After having been here three months, I can hardly consider Rosie to be trained.  We’ve barely begun.  There’s lots and lots of room for screwing up.

Having figured out that it’s okay to not stick on my heels when we walk, Rosie is now feeling the call of the freedom, and that means exploration and adventure.  It is no surprise that she has discovered the joy of chasing rabbits.  Mostly cottontails, since jackrabbits don’t hunker down and pretend to be invisible till Rosie trips over one. 

At first  Rosie dared chase only a few yards before she’d turn around and dutifully come back to me.  Not because I was calling her but because she didn’t feel she was allowed to be doing what she was doing.  She would watch me very carefully to see if she was in trouble.  She was not.  I would never yell at a dog for coming back to me even if I had been calling, but of course the only way she would know that would be through trust and trust takes time to build.

But the other day I was chasing the neighbor’s cattle off my property and Rosie really pushed the boundaries.  The bovines were down valley, meaning that I had to chase them up the side of the mesa to get them back to the allotment where they belong.  Very good exercise for me, chasing cows – much better than fixing my fence.

At any rate, I was puffing myself halfway up the mesa (did I mention that the mesa sides are super steep?) when a small brown streak blurred past me.  Aha!  I thought.  Rosie is going to round up the stragglers.  Sometimes I amaze myself with my imagination.

Not only had Rosie flushed a rabbit, she’d flushed one that was dumb enough (or maybe smart enough) to run towards other rabbits.  Next thing I know a bunny-sized streak flashed down the mesa side, another across the mesa side, and two in the other directions.  Rosie was nowhere to be seen.

After I had watched the last cow hump her way over the rim rock and onto the mesa, I started back, calling Rosie as I went.  She’s the exact color of dried grass and her red collar is as good as invisible in the vastness a small dog could disappear into.  Cupping my hands behind my ears made it possible to hear her panting, but I couldn’t see her anywhere.  She was moving fast but not in my direction.

I called some more.  I whistled – not sure why, since I’ve never whistled for her before.  I kept moving towards the barn, stopping to listen, calling, being ignored.

And finally I realized how stupid this was.  I had wanted Rosie to feel confident enough to do things on her own and now that she was doing something on her own I was trying to control her.  Of course I didn’t want her to get lost, maybe to be eaten by coyotes, or shot by some trigger-happy yokel.  But I knew she hadn’t gone far.  I knew it wasn’t about her getting lost; it was about her running away.

Would Rosie suddenly realize she really was free?

I have wanted Rosie to trust me, but didn’t I also need to trust Rosie?

I went back to my barn chores, trying to not constantly look up to see if Rosie was coming.  When I was done, I resisted the urge to hike back up the mesa side, to call some more.  I had to believe that the relationship we had established was true, and for it to be true there has to be trust in both directions.

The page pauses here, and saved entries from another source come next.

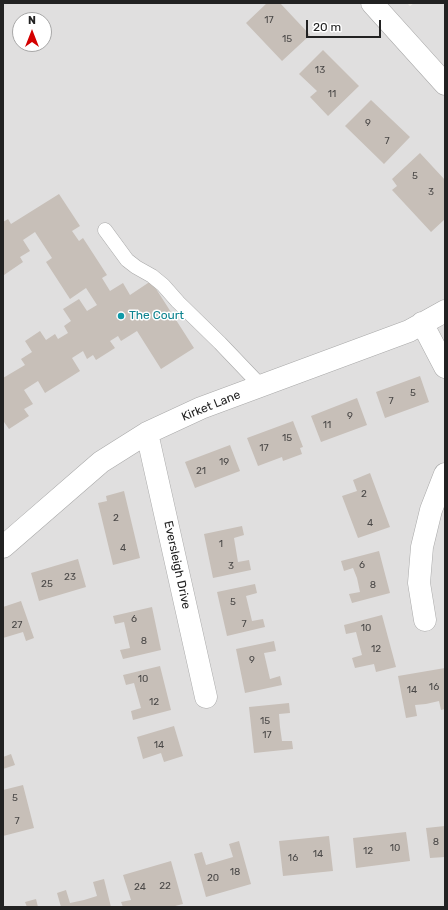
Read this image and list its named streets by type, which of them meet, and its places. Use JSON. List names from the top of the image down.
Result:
{
  "streets": {
    "street": ["Kirket Lane", "Eversleigh Drive"]
  },
  "crossings": [
    ["Kirket Lane", "Eversleigh Drive"]
  ],
  "places": ["The Court"],
  "house_numbers": [
    "17",
    "15",
    "13",
    "11",
    "9",
    "7",
    "5",
    "3",
    "5",
    "7",
    "9",
    "11",
    "15",
    "17",
    "19",
    "21",
    "2",
    "2",
    "4",
    "1",
    "4",
    "6",
    "3",
    "23",
    "25",
    "8",
    "5",
    "6",
    "7",
    "27",
    "10",
    "8",
    "12",
    "9",
    "10",
    "16",
    "14",
    "12",
    "15",
    "17",
    "14",
    "5",
    "7",
    "8",
    "10",
    "12",
    "14",
    "16",
    "18",
    "20",
    "22",
    "24"
  ],
  "scale_bar": "20 m",
  "north": "top"
}
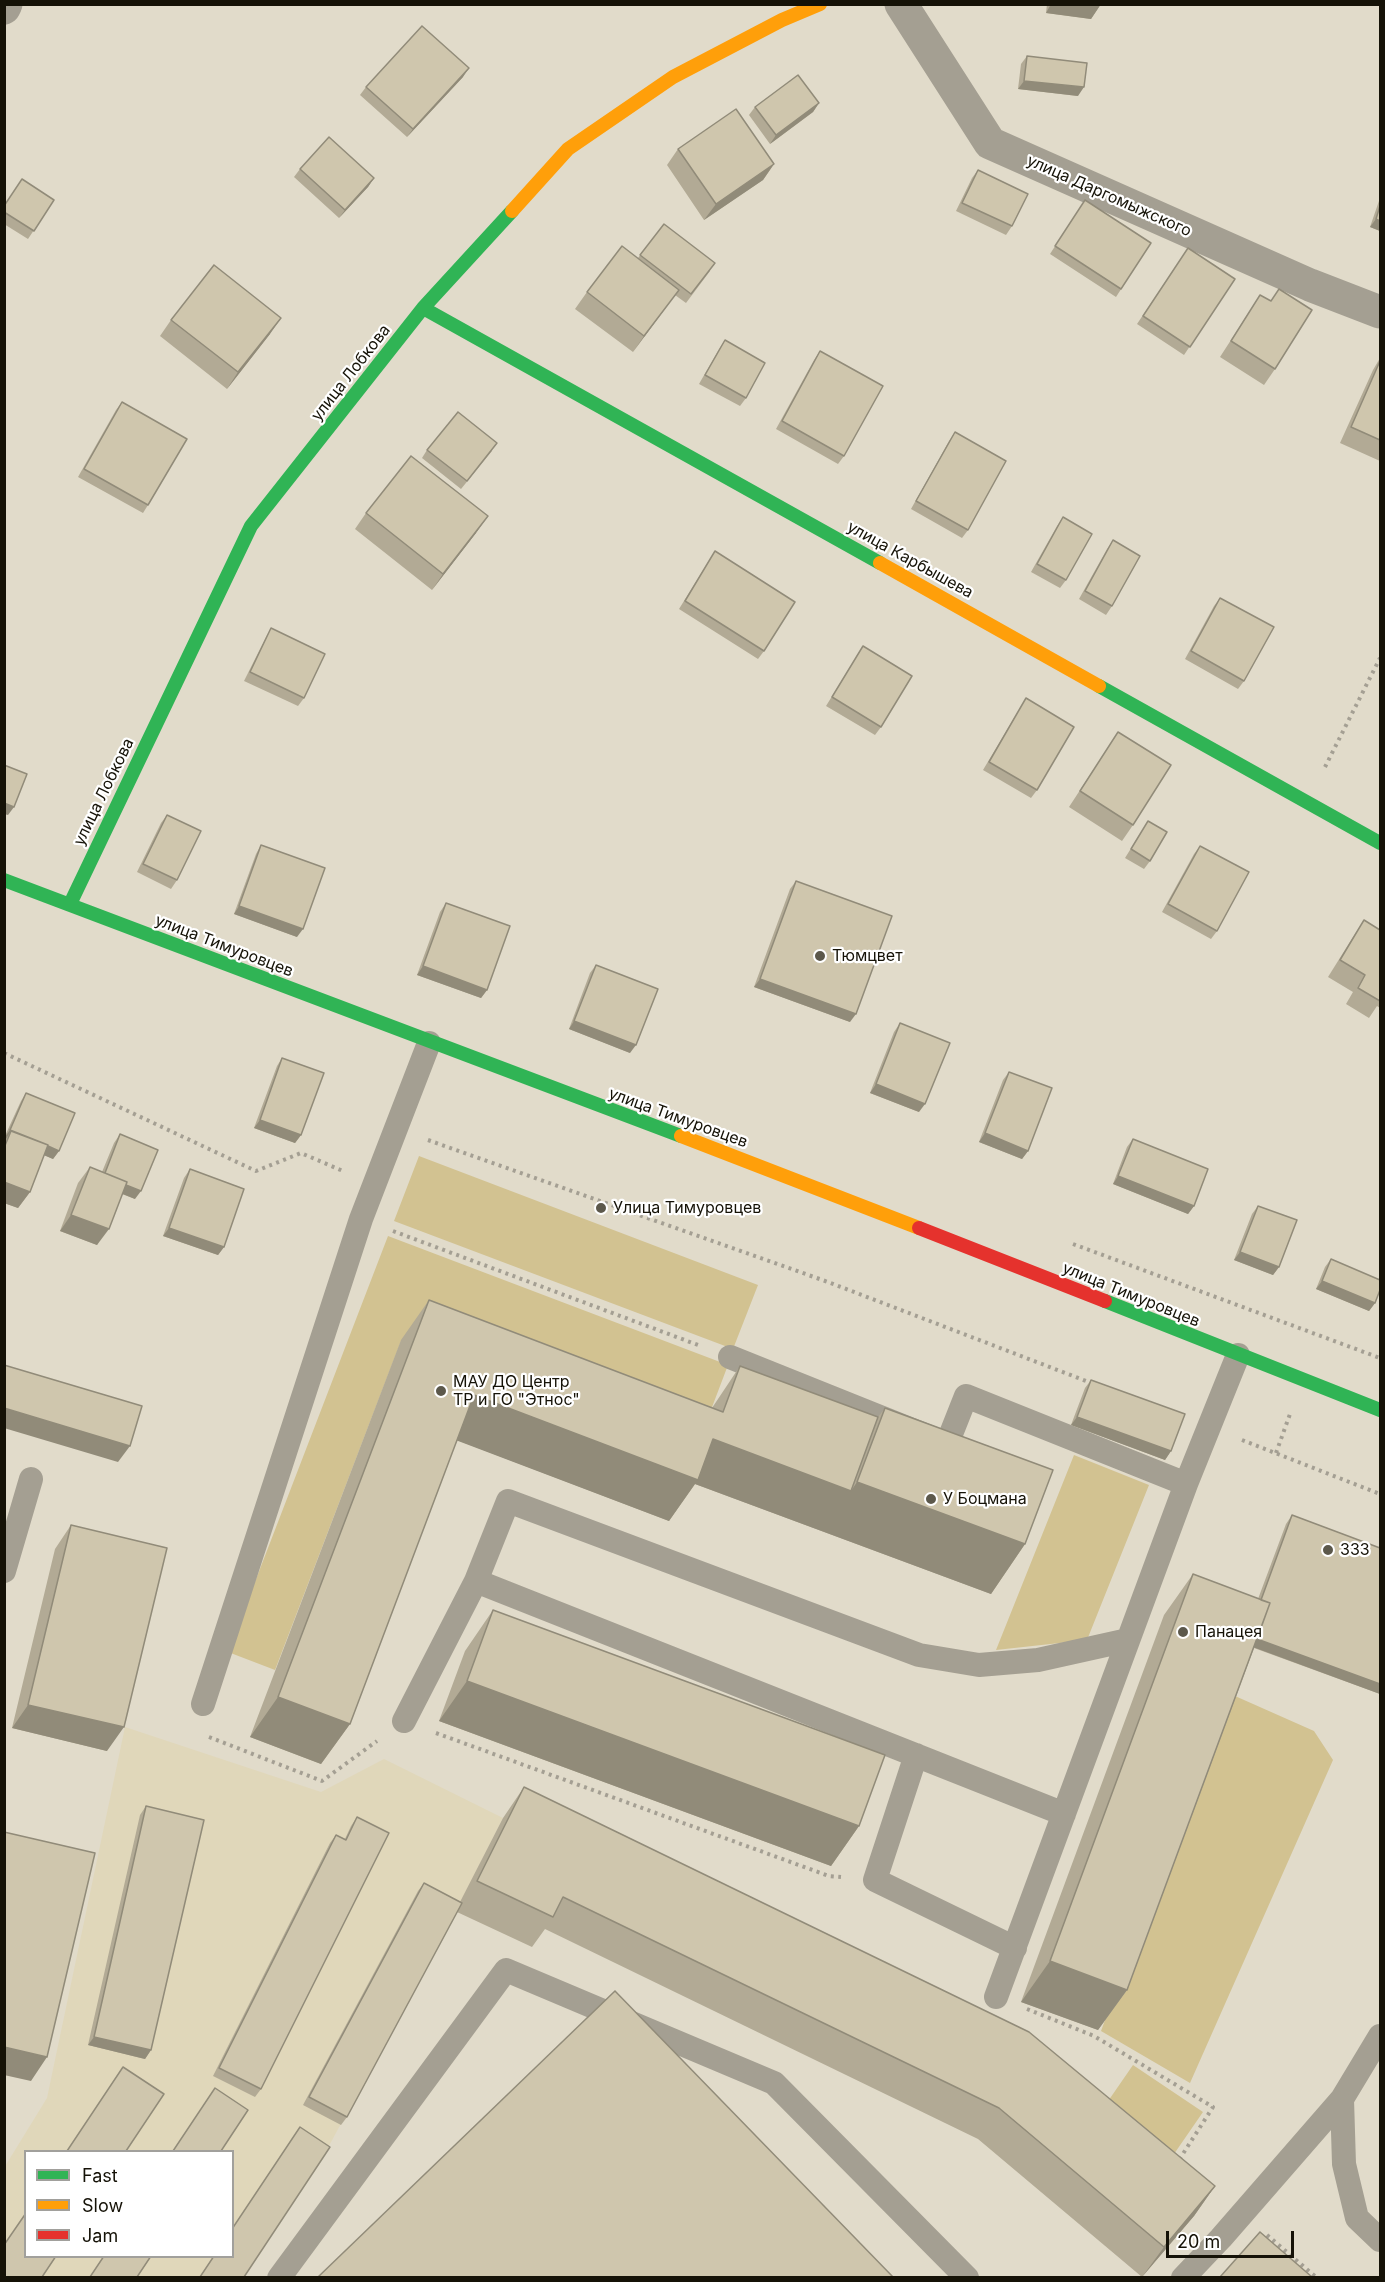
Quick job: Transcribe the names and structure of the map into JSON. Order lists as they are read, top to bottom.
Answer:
{
  "streets": {
    "street": [
      "улица Даргомыжского",
      "улица Лобкова",
      "улица Карбышева",
      "улица Тимуровцев"
    ]
  },
  "crossings": [
    ["улица Лобкова", "улица Карбышева"],
    ["улица Лобкова", "улица Тимуровцев"]
  ],
  "places": [
    "Тюмцвет",
    "Улица Тимуровцев",
    "МАУ ДО Центр ТР и ГО \"Этнос\"",
    "У Боцмана",
    "333",
    "Панацея"
  ],
  "legend": ["Fast", "Slow", "Jam"],
  "scale_bar": "20 m"
}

I had to trust that if Rosie was now confident enough to step away from me, she was also confident enough in me to come back.

And she was.

Having lost her rabbit, she had come back home.  Home, where I found her sound asleep on her bed by the wood stove.  She cracked open her eyes, thumped her tail once, and went back to sleep.  Perfectly at home.

The honeymoon’s over and thank goodness for that.  Let the real relationship begin.